Like many developing world cities, Nairobi's a place of stark contrasts.
It's absolutely bucketing it down outside (raining lions and tigers, as they say here, which is like cats and dogs except bigger and without the dogs). I've come to an internet cafe in the Sarit centre, the city's largest shopping mall. It's much like any shopping mall anywhere in the world. Except that it's not anywhere in the world, it's in the heart of sub-Saharan Africa where two-thirds of people live below the poverty line.
Inequality is at the heart of the climate change debate because, put crudely, poor people do not emit much carbon dioxide and yet are vulnerable to drought and flood while wealthy people are the big emitters and yet are more insulated against climate change. Each and every one of us is going to have to think about this because if we're to stand a high chance of combatting global warming effectively - which means pegging global average temperature increases to below two degrees Celsius - then we're also going to have to confront inequality.
The UN climate change summit finished around 9.30 last night with what delegations from the 189 countries attending will take back to their people calling an 'agreement'. And there was agreement of sorts. A fund to help those most at risk adapt will be launched next year and is likely to be majority controlled by poorer countries themselves, which is a victory. The Kyoto Protocol will be reviewed in two years time, although the wording of the final text appears to rule out countries making further commitments to reduce their emissions. Most importantly, there were no major setbacks - the status quo in the global effort to tackle climate change was maintained.
And yet, compare this timid response with the task at hand. A new report from the think tank IPPR (see the link to the left), which is based on some of the latest science, says very clearly that to stand any reasonable chance of remaining below plus two degrees, global emissions must peak within the next seven years and then decline by around four per cent each year thereafter. Kyoto, though important in that it's all we have, sets a one-off reduction target of five per cent by 2012 and the biggest emitter, the US, is not even involved. Nairobi's 'agreement' has, for two years at least, dismissed any chance of accelerating and deepening these cuts.
Frankly - and I don't say this to be dispiriting, merely as a statement of high probability - if we don't match the global effort with the emerging scientific reality, we can kiss goodbye to the internationally agreed target of halving poverty by 2015 and many other human aspirations. We're in urgent need of some leadership, which to me underlines the importance of the burgeoning campaign on climate change, not just in the UK but elsewhere.
What's been most impressive these past two weeks is the extent to which Kenyan people have taken up the issue of climate change. From church leaders to taxi drivers, everyone seems to be engaging - even the notoriously parochial media has been producing powerful double page spreads and radio and TV programmes focussing on the UN talks.
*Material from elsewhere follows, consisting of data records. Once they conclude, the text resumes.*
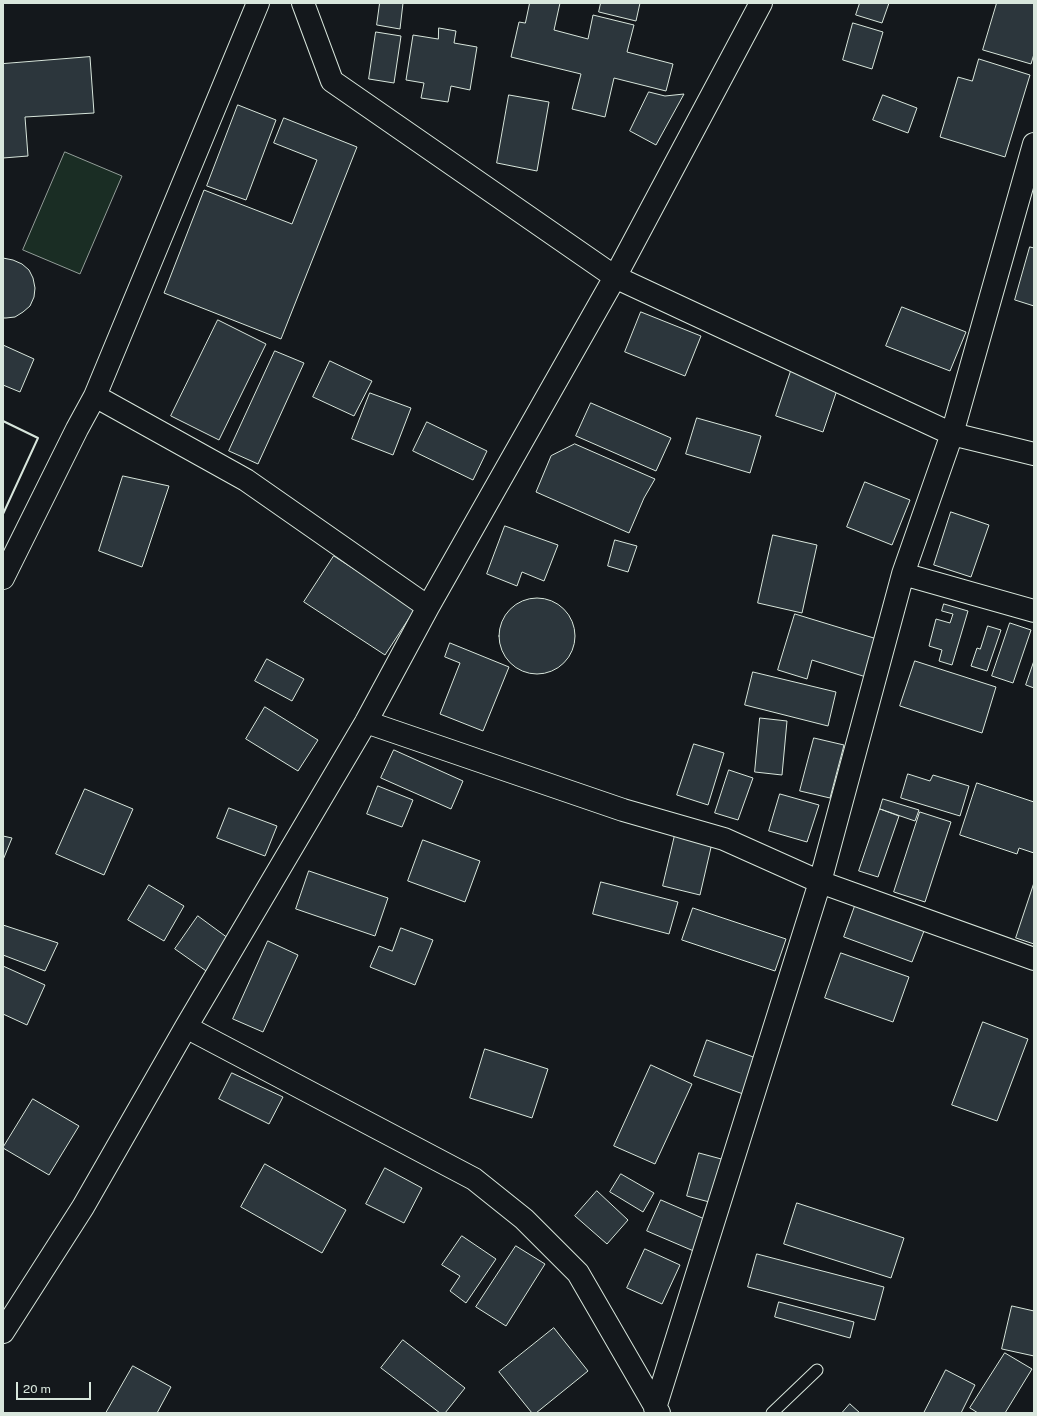 <!DOCTYPE html>
<html>
<head>
<meta charset="utf-8">
<style>
	body { margin:0 }
	#map { position:relative; width:1037px; height:1416px; overflow:hidden; background:#14181c; font-family:"Public Sans",sans-serif }
	canvas { display:block }
	.frame { position:absolute; inset:0; border:4px solid #d8e6dc; pointer-events:none }
	.scale { position:absolute; left:16px; top:1382px; width:75px; height:18px; box-sizing:border-box; border:2px solid #d8e6dc; border-top:0; padding-left:5px; font-size:12px; line-height:14px; white-space:nowrap; color:#d8e6dc; -webkit-text-stroke:3px #14181c; paint-order:stroke }
</style>
</head>
<body>
<div id="map">
<canvas width="1037" height="1416"></canvas>
<div class="frame"></div>
<div class="scale">20 m</div>
</div>
<script>
const ctx = document.querySelector('canvas').getContext('2d');
ctx.lineJoin = 'round';
function fillPath(path, color) { ctx.fillStyle = color; ctx.fill(path, 'evenodd'); }
function strokePath(path, color, width, dash) { ctx.strokeStyle = color; ctx.lineWidth = width; ctx.lineCap = dash ? 'butt' : 'round'; ctx.setLineDash(dash || []); ctx.stroke(path); }
const green = new Path2D(`
	M 65,152 L 122,176 L 80,274 L 23,250 Z`);
const building = new Path2D(`
	M 380,3 L 403,3 L 400,29 L 377,25 Z
	M 530,3 L 560,3 L 554,30 L 588,39 L 593,15 L 634,25 L 627,52 L 673,64 L 666,91 L 614,78 L 605,117 L 572,109 L 581,74 L 511,57 L 519,22 L 525,23 Z
	M 601,3 L 640,3 L 636,21 L 599,12 Z
	M 860,3 L 889,3 L 882,23 L 856,15 Z
	M 997,3 L 1034,3 L 1034,54 L 1031,64 L 983,50 Z
	M 853,23 L 883,32 L 872,69 L 843,60 Z
	M 439,28 L 456,31 L 454,43 L 477,47 L 470,90 L 451,86 L 448,102 L 421,98 L 424,83 L 406,80 L 413,35 L 438,39 Z
	M 376,32 L 401,36 L 394,83 L 369,79 Z
	M 90,57 L 94,113 L 25,117 L 28,156 L 3,158 L 3,64 Z
	M 979,59 L 1030,75 L 1005,157 L 940,137 L 958,77 L 972,81 Z
	M 649,92 L 665,96 L 684,94 L 656,145 L 630,131 Z
	M 509,95 L 549,102 L 537,171 L 497,163 Z
	M 883,95 L 917,108 L 908,133 L 873,120 Z
	M 238,105 L 276,120 L 246,200 L 207,186 Z
	M 284,118 L 357,147 L 281,339 L 164,293 L 204,190 L 292,224 L 317,160 L 274,143 Z
	M 1030,247 L 1034,248 L 1034,306 L 1015,300 Z
	M 3,258 L 13,260 L 22,264 L 29,270 L 33,278 L 35,288 L 34,297 L 30,306 L 23,312 L 15,317 L 6,318 L 3,318 Z
	M 902,307 L 966,332 L 950,371 L 886,346 Z
	M 641,312 L 701,336 L 685,376 L 625,352 Z
	M 218,320 L 266,344 L 219,440 L 171,416 Z
	M 3,345 L 34,359 L 20,392 L 3,385 Z
	M 275,351 L 304,363 L 258,464 L 229,451 Z
	M 330,361 L 372,381 L 354,416 L 313,397 Z
	M 791,371 L 838,387 L 823,432 L 776,416 Z
	M 370,393 L 411,408 L 393,455 L 352,439 Z
	M 591,403 L 671,438 L 656,471 L 576,436 Z
	M 697,418 L 761,436 L 750,473 L 686,454 Z
	M 427,422 L 487,451 L 473,480 L 413,451 Z
	M 575,444 L 655,479 L 644,498 L 629,533 L 536,492 L 551,456 Z
	M 123,476 L 169,486 L 142,567 L 99,551 Z
	M 865,482 L 910,500 L 892,545 L 847,527 Z
	M 951,512 L 989,525 L 971,577 L 934,565 Z
	M 505,526 L 558,545 L 544,581 L 522,572 L 517,586 L 487,574 Z
	M 773,535 L 817,545 L 802,613 L 758,603 Z
	M 615,540 L 637,546 L 628,572 L 608,566 Z
	M 334,556 L 415,609 L 385,655 L 304,602 Z
	M499 636a38 38 0 1 1 76 0a38 38 0 1 1-76 0Z
	M 944,604 L 968,611 L 952,665 L 939,661 L 942,650 L 929,646 L 936,619 L 950,623 L 953,614 L 942,611 Z
	M 795,614 L 877,639 L 866,677 L 812,660 L 807,679 L 778,670 Z
	M 1010,623 L 1031,630 L 1013,683 L 992,676 Z
	M 988,626 L 1001,630 L 987,671 L 971,666 L 977,648 L 980,649 Z
	M 450,643 L 509,667 L 483,731 L 440,714 L 460,663 L 445,657 Z
	M 267,659 L 304,679 L 292,701 L 255,681 Z
	M 915,661 L 996,687 L 982,733 L 900,706 Z
	M 1034,661 L 1034,688 L 1026,685 Z
	M 753,672 L 836,692 L 828,726 L 745,705 Z
	M 265,707 L 318,740 L 298,771 L 246,739 Z
	M 760,718 L 787,721 L 782,775 L 755,772 Z
	M 814,738 L 844,745 L 830,798 L 800,791 Z
	M 694,744 L 724,753 L 708,805 L 677,795 Z
	M 394,750 L 463,781 L 451,809 L 381,778 Z
	M 729,770 L 753,778 L 738,820 L 715,813 Z
	M 908,774 L 930,781 L 933,775 L 969,786 L 960,816 L 901,798 Z
	M 977,783 L 1034,802 L 1034,853 L 1019,848 L 1017,854 L 960,835 Z
	M 378,786 L 413,800 L 402,827 L 367,814 Z
	M 85,789 L 133,809 L 104,875 L 56,854 Z
	M 780,794 L 819,805 L 807,842 L 769,831 Z
	M 883,799 L 919,810 L 915,821 L 880,809 Z
	M 229,808 L 277,826 L 265,856 L 217,838 Z
	M 880,809 L 899,816 L 878,877 L 859,871 Z
	M 920,812 L 951,822 L 925,902 L 894,892 Z
	M 675,835 L 712,843 L 700,895 L 663,886 Z
	M 3,836 L 12,838 L 3,860 Z
	M 423,840 L 480,861 L 465,902 L 408,881 Z
	M 309,871 L 388,898 L 375,936 L 296,909 Z
	M 601,882 L 678,902 L 669,934 L 593,914 Z
	M 1034,883 L 1034,944 L 1016,938 Z
	M 149,885 L 184,906 L 164,941 L 128,920 Z
	M 855,906 L 924,931 L 912,962 L 844,937 Z
	M 693,908 L 786,939 L 775,971 L 682,940 Z
	M 198,916 L 232,941 L 209,973 L 175,949 Z
	M 3,925 L 58,943 L 45,971 L 3,955 Z
	M 401,928 L 433,940 L 415,985 L 370,967 L 379,946 L 392,951 Z
	M 268,941 L 298,955 L 263,1032 L 233,1019 Z
	M 841,953 L 909,977 L 893,1022 L 825,998 Z
	M 3,966 L 45,985 L 27,1025 L 3,1014 Z
	M 983,1022 L 1028,1039 L 997,1121 L 952,1105 Z
	M 707,1040 L 756,1058 L 743,1094 L 694,1076 Z
	M 485,1049 L 548,1069 L 532,1118 L 470,1098 Z
	M 651,1065 L 692,1084 L 655,1164 L 614,1146 Z
	M 232,1073 L 283,1097 L 269,1124 L 219,1099 Z
	M 33,1099 L 79,1126 L 49,1175 L 3,1148 Z
	M 699,1153 L 725,1160 L 713,1203 L 687,1196 Z
	M 265,1164 L 346,1210 L 322,1253 L 241,1207 Z
	M 385,1168 L 422,1188 L 404,1223 L 366,1204 Z
	M 621,1174 L 654,1193 L 643,1212 L 610,1192 Z
	M 597,1191 L 628,1220 L 607,1244 L 575,1216 Z
	M 661,1200 L 709,1221 L 696,1252 L 647,1231 Z
	M 797,1203 L 904,1238 L 891,1278 L 784,1244 Z
	M 462,1236 L 496,1259 L 466,1303 L 450,1291 L 460,1276 L 442,1265 Z
	M 516,1246 L 545,1264 L 506,1326 L 476,1307 Z
	M 645,1249 L 680,1265 L 662,1304 L 627,1288 Z
	M 757,1254 L 884,1287 L 875,1320 L 748,1287 Z
	M 779,1302 L 854,1322 L 850,1338 L 775,1317 Z
	M 1012,1306 L 1034,1311 L 1034,1356 L 1002,1349 Z
	M 554,1328 L 588,1371 L 536,1413 L 532,1413 L 499,1372 Z
	M 403,1340 L 465,1388 L 445,1413 L 440,1413 L 381,1368 Z
	M 1005,1353 L 1032,1369 L 1005,1413 L 978,1413 L 970,1408 Z
	M 133,1366 L 171,1387 L 157,1413 L 106,1413 Z
	M 946,1370 L 975,1385 L 961,1413 L 924,1413 Z
	M 850,1404 L 860,1413 L 842,1413 Z`);
const lane = new Path2D(`
	M 772,1413 L 817,1370`);
const street = new Path2D(`
	M 303,3 L 332,81 L 615,277 L 952,434 L 1034,454
	M 95,396 L 246,480 L 428,607
	M 903,574 L 1034,611
	M 3,578 L 77,429 L 95,396 L 258,3
	M 366,722 L 623,810 L 724,839 L 820,882 L 1034,959
	M 186,1027 L 474,1179 L 524,1219 L 578,1273 L 659,1413
	M 3,1332 L 83,1207 L 186,1027 L 366,722 L 428,607 L 615,277 L 761,3
	M 655,1408 L 820,882 L 903,574 L 952,434 L 1034,144`);
const wall = new Path2D(`
	M 3,421 L 38,438 L 3,514`);
fillPath(green, '#1a2d24');
strokePath(green, '#939e99', 1);
fillPath(building, '#2c363c');
strokePath(building, '#d8e6dc', 1);
strokePath(lane, '#d8e6dc', 13);
strokePath(street, '#d8e6dc', 24);
strokePath(lane, '#14181c', 11);
strokePath(street, '#14181c', 22);
strokePath(wall, '#d8e6dc', 2);
</script>
</body>
</html>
If these ultimately yielded little of substance, they seem to have spawned a new awareness of the issue here and also to have revealed to the world what impact climate change is already having on Africa.
That brings me back to the rain. This morning, Philip, the manager of the guest house in which I'm staying, was bemoaning the weather. But in the next breath said, 'at least we will eat this year.' And therein lies the reality. We're all forever waiting on the climate's next move and, whether our natural habitat is the shopping mall or the savannah, rather more at its whim than we care to consider.
The timidity of our leaders and their lack of urgency in dealing with a rapidly heating planet leaves us all in limbo.